***** WORKING DATA

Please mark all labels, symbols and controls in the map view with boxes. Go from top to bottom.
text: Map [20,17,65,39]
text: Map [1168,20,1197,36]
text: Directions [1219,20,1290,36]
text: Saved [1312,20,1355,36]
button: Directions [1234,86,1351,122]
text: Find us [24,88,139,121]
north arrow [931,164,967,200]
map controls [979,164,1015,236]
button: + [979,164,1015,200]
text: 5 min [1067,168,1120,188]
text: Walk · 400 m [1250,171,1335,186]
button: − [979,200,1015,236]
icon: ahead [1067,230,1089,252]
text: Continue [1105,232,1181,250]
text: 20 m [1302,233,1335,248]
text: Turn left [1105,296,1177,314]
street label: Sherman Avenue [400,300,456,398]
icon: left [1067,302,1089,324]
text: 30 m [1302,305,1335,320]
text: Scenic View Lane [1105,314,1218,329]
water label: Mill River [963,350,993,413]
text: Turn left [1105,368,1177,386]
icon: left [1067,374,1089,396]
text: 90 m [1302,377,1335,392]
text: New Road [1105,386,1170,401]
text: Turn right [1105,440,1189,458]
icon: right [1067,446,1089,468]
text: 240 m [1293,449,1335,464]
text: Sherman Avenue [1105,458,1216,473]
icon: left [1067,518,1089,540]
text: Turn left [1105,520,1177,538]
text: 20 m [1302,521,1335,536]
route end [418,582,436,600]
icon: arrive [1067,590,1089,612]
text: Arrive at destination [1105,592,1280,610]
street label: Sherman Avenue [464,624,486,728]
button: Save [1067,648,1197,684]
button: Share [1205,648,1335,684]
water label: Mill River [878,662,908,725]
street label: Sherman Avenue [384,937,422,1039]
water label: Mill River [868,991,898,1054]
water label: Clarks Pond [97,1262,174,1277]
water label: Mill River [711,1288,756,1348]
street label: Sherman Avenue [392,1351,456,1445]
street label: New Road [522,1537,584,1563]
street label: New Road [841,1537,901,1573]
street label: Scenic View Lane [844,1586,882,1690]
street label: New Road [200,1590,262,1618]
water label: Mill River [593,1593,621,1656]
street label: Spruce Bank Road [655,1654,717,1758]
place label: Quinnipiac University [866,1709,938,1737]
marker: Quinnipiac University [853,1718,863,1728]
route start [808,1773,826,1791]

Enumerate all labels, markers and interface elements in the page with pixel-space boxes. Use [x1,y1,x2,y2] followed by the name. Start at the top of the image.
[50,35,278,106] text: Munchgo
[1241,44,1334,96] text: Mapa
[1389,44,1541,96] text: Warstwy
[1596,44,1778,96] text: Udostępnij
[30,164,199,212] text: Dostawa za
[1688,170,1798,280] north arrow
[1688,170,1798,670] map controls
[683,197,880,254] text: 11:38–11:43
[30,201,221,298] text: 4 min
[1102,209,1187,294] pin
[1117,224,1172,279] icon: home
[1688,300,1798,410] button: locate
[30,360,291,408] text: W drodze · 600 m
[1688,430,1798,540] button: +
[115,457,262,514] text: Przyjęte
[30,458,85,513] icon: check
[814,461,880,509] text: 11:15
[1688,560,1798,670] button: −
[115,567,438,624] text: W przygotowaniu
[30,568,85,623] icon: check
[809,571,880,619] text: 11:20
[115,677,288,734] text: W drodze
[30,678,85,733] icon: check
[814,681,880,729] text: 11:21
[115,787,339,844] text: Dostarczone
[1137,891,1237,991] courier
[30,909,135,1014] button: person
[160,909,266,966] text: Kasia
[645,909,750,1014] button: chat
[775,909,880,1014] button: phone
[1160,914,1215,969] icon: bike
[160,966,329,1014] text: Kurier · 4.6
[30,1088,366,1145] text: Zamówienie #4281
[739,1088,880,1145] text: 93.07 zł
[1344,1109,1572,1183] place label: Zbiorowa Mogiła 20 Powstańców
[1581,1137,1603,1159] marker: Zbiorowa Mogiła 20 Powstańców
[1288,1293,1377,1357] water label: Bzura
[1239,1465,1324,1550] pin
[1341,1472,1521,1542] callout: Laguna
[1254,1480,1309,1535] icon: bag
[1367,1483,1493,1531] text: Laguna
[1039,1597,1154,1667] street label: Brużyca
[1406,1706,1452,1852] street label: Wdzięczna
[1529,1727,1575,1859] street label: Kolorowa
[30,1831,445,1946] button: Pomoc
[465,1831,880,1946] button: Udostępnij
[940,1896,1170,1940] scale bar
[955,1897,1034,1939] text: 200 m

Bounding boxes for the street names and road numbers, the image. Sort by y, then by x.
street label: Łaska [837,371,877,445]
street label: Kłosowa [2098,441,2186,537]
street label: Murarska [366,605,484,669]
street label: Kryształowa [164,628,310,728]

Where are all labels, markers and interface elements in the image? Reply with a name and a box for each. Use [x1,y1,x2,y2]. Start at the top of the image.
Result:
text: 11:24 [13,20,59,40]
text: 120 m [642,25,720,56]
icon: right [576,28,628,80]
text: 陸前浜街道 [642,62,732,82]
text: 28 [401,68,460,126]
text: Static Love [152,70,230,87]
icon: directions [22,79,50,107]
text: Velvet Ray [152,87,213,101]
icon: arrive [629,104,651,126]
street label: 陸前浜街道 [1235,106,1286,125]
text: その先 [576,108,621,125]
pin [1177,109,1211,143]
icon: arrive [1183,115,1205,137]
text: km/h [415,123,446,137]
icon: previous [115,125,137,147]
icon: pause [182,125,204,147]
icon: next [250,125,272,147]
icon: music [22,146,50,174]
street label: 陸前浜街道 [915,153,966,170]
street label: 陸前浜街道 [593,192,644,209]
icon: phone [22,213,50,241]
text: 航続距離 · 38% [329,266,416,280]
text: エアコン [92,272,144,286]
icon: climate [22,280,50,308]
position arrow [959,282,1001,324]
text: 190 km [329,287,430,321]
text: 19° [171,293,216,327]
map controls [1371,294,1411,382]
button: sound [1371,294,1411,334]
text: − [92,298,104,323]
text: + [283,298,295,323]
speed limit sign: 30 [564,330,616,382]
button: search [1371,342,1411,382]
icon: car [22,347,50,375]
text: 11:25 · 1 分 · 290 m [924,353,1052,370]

**********

### THE TASK
In your reply, restate every entry exactly.

### SOLUTION FOR THIS TASK
Please mark all labels, symbols and controls in the map view with boxes. Go from top to bottom.
text: Map [20,17,65,39]
text: Map [1168,20,1197,36]
text: Directions [1219,20,1290,36]
text: Saved [1312,20,1355,36]
button: Directions [1234,86,1351,122]
text: Find us [24,88,139,121]
north arrow [931,164,967,200]
map controls [979,164,1015,236]
button: + [979,164,1015,200]
text: 5 min [1067,168,1120,188]
text: Walk · 400 m [1250,171,1335,186]
button: − [979,200,1015,236]
icon: ahead [1067,230,1089,252]
text: Continue [1105,232,1181,250]
text: 20 m [1302,233,1335,248]
text: Turn left [1105,296,1177,314]
street label: Sherman Avenue [400,300,456,398]
icon: left [1067,302,1089,324]
text: 30 m [1302,305,1335,320]
text: Scenic View Lane [1105,314,1218,329]
water label: Mill River [963,350,993,413]
text: Turn left [1105,368,1177,386]
icon: left [1067,374,1089,396]
text: 90 m [1302,377,1335,392]
text: New Road [1105,386,1170,401]
text: Turn right [1105,440,1189,458]
icon: right [1067,446,1089,468]
text: 240 m [1293,449,1335,464]
text: Sherman Avenue [1105,458,1216,473]
icon: left [1067,518,1089,540]
text: Turn left [1105,520,1177,538]
text: 20 m [1302,521,1335,536]
route end [418,582,436,600]
icon: arrive [1067,590,1089,612]
text: Arrive at destination [1105,592,1280,610]
street label: Sherman Avenue [464,624,486,728]
button: Save [1067,648,1197,684]
button: Share [1205,648,1335,684]
water label: Mill River [878,662,908,725]
street label: Sherman Avenue [384,937,422,1039]
water label: Mill River [868,991,898,1054]
water label: Clarks Pond [97,1262,174,1277]
water label: Mill River [711,1288,756,1348]
street label: Sherman Avenue [392,1351,456,1445]
street label: New Road [522,1537,584,1563]
street label: New Road [841,1537,901,1573]
street label: Scenic View Lane [844,1586,882,1690]
street label: New Road [200,1590,262,1618]
water label: Mill River [593,1593,621,1656]
street label: Spruce Bank Road [655,1654,717,1758]
place label: Quinnipiac University [866,1709,938,1737]
marker: Quinnipiac University [853,1718,863,1728]
route start [808,1773,826,1791]

Enumerate all labels, markers and interface elements in the page with pixel-space boxes. Use [x1,y1,x2,y2] followed by the name. Start at the top of the image.
[50,35,278,106] text: Munchgo
[1241,44,1334,96] text: Mapa
[1389,44,1541,96] text: Warstwy
[1596,44,1778,96] text: Udostępnij
[30,164,199,212] text: Dostawa za
[1688,170,1798,280] north arrow
[1688,170,1798,670] map controls
[683,197,880,254] text: 11:38–11:43
[30,201,221,298] text: 4 min
[1102,209,1187,294] pin
[1117,224,1172,279] icon: home
[1688,300,1798,410] button: locate
[30,360,291,408] text: W drodze · 600 m
[1688,430,1798,540] button: +
[115,457,262,514] text: Przyjęte
[30,458,85,513] icon: check
[814,461,880,509] text: 11:15
[1688,560,1798,670] button: −
[115,567,438,624] text: W przygotowaniu
[30,568,85,623] icon: check
[809,571,880,619] text: 11:20
[115,677,288,734] text: W drodze
[30,678,85,733] icon: check
[814,681,880,729] text: 11:21
[115,787,339,844] text: Dostarczone
[1137,891,1237,991] courier
[30,909,135,1014] button: person
[160,909,266,966] text: Kasia
[645,909,750,1014] button: chat
[775,909,880,1014] button: phone
[1160,914,1215,969] icon: bike
[160,966,329,1014] text: Kurier · 4.6
[30,1088,366,1145] text: Zamówienie #4281
[739,1088,880,1145] text: 93.07 zł
[1344,1109,1572,1183] place label: Zbiorowa Mogiła 20 Powstańców
[1581,1137,1603,1159] marker: Zbiorowa Mogiła 20 Powstańców
[1288,1293,1377,1357] water label: Bzura
[1239,1465,1324,1550] pin
[1341,1472,1521,1542] callout: Laguna
[1254,1480,1309,1535] icon: bag
[1367,1483,1493,1531] text: Laguna
[1039,1597,1154,1667] street label: Brużyca
[1406,1706,1452,1852] street label: Wdzięczna
[1529,1727,1575,1859] street label: Kolorowa
[30,1831,445,1946] button: Pomoc
[465,1831,880,1946] button: Udostępnij
[940,1896,1170,1940] scale bar
[955,1897,1034,1939] text: 200 m

Bounding boxes for the street names and road numbers, the image. Sort by y, then by x.
street label: Łaska [837,371,877,445]
street label: Kłosowa [2098,441,2186,537]
street label: Murarska [366,605,484,669]
street label: Kryształowa [164,628,310,728]

Where are all labels, markers and interface elements in the image? Reply with a name and a box for each. Use [x1,y1,x2,y2]. Start at the top of the image.
Result:
text: 11:24 [13,20,59,40]
text: 120 m [642,25,720,56]
icon: right [576,28,628,80]
text: 陸前浜街道 [642,62,732,82]
text: 28 [401,68,460,126]
text: Static Love [152,70,230,87]
icon: directions [22,79,50,107]
text: Velvet Ray [152,87,213,101]
icon: arrive [629,104,651,126]
street label: 陸前浜街道 [1235,106,1286,125]
text: その先 [576,108,621,125]
pin [1177,109,1211,143]
icon: arrive [1183,115,1205,137]
text: km/h [415,123,446,137]
icon: previous [115,125,137,147]
icon: pause [182,125,204,147]
icon: next [250,125,272,147]
icon: music [22,146,50,174]
street label: 陸前浜街道 [915,153,966,170]
street label: 陸前浜街道 [593,192,644,209]
icon: phone [22,213,50,241]
text: 航続距離 · 38% [329,266,416,280]
text: エアコン [92,272,144,286]
icon: climate [22,280,50,308]
position arrow [959,282,1001,324]
text: 190 km [329,287,430,321]
text: 19° [171,293,216,327]
map controls [1371,294,1411,382]
button: sound [1371,294,1411,334]
text: − [92,298,104,323]
text: + [283,298,295,323]
speed limit sign: 30 [564,330,616,382]
button: search [1371,342,1411,382]
icon: car [22,347,50,375]
text: 11:25 · 1 分 · 290 m [924,353,1052,370]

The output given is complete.